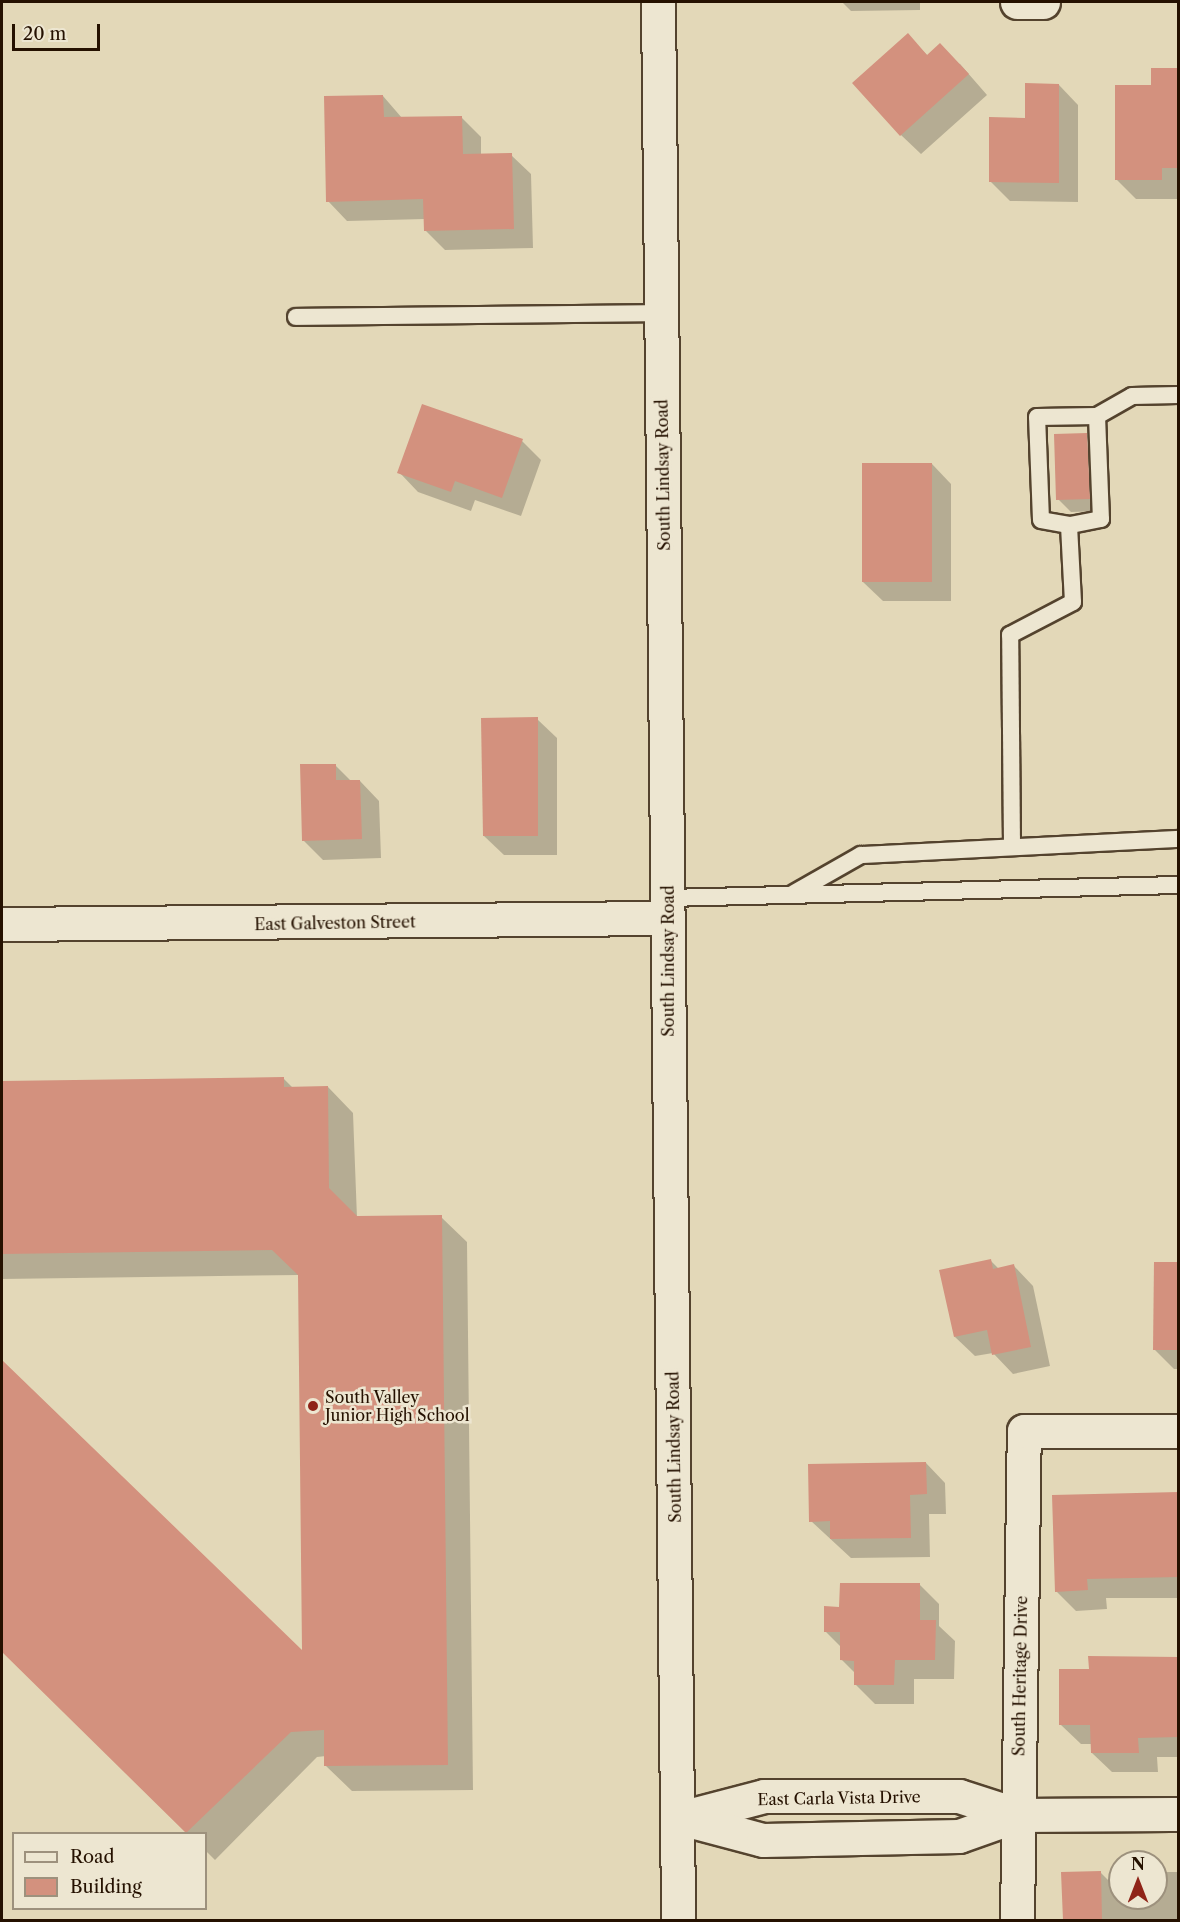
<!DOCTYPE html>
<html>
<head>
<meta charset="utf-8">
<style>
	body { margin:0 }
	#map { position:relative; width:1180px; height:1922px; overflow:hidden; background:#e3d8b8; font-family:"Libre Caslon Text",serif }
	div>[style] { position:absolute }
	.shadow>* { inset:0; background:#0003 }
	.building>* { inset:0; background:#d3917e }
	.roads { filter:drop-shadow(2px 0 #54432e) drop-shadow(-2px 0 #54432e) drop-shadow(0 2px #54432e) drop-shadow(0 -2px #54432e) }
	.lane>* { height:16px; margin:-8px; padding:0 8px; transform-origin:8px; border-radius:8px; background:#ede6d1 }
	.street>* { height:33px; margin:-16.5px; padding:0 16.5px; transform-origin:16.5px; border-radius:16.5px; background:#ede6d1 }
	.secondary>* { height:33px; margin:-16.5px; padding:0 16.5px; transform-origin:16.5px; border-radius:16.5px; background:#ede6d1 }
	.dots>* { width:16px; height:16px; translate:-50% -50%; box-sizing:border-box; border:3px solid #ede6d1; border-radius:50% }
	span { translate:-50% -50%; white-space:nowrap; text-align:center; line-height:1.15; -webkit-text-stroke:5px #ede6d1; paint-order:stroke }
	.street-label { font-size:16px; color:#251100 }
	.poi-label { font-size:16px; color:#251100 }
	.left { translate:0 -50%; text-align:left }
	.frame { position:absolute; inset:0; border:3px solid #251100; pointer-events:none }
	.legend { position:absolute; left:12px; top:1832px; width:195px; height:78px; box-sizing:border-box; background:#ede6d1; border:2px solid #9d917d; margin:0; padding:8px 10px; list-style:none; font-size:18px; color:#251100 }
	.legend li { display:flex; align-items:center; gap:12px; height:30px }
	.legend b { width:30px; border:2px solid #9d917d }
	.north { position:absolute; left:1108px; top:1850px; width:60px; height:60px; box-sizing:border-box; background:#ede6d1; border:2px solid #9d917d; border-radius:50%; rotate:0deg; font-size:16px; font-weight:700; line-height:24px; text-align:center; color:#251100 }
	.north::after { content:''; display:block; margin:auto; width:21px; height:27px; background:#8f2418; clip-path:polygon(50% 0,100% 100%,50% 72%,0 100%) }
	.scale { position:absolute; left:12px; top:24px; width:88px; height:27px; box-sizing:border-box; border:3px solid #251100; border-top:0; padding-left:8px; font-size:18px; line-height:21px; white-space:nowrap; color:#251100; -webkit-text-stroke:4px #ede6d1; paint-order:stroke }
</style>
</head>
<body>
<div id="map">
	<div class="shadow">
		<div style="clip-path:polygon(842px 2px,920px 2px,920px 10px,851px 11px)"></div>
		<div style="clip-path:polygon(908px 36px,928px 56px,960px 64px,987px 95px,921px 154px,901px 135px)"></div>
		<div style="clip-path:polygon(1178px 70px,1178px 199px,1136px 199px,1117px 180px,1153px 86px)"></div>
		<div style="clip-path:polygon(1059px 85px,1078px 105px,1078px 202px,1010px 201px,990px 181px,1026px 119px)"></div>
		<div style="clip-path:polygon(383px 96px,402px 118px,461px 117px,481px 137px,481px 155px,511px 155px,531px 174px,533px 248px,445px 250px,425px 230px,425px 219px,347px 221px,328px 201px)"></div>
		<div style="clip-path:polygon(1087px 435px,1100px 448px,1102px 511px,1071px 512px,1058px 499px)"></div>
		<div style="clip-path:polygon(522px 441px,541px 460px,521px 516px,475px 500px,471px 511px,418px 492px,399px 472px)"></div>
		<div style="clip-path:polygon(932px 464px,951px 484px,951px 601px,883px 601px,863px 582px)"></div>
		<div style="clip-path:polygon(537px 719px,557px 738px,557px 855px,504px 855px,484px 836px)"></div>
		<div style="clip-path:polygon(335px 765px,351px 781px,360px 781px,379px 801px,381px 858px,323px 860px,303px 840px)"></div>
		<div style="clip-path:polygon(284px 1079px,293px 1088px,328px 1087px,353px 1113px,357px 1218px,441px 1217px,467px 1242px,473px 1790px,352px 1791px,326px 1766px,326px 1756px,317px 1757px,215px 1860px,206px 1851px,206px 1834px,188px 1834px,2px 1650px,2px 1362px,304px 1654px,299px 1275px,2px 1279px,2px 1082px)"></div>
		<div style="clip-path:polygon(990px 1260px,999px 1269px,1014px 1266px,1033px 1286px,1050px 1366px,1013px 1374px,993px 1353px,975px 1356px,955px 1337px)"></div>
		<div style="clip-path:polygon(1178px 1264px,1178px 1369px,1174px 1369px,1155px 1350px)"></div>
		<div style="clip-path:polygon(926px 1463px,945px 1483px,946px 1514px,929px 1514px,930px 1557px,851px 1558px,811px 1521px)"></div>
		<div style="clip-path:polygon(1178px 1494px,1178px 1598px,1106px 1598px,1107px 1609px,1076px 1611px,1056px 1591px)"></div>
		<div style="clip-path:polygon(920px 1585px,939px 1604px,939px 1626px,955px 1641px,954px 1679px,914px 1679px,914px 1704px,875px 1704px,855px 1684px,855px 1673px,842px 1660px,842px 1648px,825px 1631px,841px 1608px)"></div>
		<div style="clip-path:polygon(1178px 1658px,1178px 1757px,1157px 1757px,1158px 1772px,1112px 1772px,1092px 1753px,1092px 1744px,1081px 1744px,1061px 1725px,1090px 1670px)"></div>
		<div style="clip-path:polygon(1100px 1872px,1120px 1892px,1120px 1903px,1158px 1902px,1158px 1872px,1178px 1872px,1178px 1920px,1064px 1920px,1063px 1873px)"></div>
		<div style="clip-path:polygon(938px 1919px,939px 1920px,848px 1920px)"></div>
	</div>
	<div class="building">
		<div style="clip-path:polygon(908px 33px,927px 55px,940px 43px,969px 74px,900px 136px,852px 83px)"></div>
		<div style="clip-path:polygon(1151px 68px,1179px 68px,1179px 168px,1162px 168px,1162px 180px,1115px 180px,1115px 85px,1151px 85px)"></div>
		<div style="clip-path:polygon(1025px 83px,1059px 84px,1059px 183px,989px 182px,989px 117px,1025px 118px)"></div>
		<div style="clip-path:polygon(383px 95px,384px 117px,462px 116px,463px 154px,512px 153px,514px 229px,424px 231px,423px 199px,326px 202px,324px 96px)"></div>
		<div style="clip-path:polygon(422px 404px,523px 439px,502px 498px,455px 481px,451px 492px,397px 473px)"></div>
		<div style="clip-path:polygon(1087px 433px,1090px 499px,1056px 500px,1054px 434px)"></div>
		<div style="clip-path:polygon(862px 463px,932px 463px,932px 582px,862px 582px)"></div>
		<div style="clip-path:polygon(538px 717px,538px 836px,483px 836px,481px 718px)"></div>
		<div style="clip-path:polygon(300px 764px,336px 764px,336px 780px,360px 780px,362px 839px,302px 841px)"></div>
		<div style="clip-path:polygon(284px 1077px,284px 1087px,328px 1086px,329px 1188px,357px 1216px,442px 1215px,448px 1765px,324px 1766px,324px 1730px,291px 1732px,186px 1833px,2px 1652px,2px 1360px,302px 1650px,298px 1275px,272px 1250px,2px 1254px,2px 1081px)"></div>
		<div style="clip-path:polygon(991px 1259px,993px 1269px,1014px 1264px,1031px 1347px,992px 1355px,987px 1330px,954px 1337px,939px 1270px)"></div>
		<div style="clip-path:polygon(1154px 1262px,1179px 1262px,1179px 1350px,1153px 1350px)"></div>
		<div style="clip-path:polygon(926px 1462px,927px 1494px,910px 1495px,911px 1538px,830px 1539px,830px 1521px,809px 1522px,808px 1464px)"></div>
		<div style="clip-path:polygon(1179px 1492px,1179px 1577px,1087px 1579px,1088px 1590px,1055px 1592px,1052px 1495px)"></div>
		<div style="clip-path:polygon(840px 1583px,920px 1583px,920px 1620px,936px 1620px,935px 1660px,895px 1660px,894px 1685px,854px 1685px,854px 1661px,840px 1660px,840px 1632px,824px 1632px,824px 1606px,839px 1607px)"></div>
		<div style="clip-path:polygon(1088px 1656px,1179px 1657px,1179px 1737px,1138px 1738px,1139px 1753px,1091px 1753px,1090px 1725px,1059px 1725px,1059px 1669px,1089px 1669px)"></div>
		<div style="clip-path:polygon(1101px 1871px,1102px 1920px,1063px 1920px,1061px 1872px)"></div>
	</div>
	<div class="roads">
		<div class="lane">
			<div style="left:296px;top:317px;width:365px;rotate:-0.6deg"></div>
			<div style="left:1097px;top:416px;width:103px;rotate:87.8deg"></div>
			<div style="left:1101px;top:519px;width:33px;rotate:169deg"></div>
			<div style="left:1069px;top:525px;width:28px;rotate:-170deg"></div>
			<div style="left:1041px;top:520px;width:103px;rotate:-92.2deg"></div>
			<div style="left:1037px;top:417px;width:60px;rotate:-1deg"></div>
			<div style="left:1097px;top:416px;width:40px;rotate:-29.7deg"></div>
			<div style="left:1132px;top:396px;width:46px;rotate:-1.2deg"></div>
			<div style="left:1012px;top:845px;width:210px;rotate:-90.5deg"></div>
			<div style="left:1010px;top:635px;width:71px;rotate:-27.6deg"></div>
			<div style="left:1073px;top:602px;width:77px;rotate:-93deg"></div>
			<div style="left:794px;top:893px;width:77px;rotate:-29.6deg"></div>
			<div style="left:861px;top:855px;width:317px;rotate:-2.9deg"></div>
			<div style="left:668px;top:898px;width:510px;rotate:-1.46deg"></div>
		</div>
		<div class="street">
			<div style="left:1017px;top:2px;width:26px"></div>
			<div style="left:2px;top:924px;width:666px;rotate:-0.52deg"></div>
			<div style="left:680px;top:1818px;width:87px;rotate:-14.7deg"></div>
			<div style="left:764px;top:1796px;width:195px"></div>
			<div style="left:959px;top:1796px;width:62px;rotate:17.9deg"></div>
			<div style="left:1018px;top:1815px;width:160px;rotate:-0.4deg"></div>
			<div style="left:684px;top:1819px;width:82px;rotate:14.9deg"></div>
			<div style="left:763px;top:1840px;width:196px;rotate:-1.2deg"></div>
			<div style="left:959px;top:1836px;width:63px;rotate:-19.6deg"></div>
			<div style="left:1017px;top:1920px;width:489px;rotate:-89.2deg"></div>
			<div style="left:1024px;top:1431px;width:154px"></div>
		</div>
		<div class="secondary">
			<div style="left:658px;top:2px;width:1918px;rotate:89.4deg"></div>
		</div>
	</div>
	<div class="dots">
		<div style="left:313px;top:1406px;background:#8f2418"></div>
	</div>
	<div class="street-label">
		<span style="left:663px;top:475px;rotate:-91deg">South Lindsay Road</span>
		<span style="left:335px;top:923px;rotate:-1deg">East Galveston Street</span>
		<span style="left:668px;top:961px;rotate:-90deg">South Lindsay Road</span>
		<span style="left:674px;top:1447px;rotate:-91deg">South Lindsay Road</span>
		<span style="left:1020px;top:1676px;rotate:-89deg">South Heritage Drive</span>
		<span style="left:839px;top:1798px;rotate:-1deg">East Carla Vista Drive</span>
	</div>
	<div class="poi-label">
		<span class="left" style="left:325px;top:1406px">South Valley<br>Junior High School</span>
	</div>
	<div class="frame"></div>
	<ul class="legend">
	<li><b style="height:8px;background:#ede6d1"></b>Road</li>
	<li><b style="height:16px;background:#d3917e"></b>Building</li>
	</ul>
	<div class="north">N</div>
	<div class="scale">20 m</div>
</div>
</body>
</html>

» WHAT IS NEEDED
Count the lines of the listing above in which the word "lane" appears; state only the count.

» WRITTEN SOLUTION
2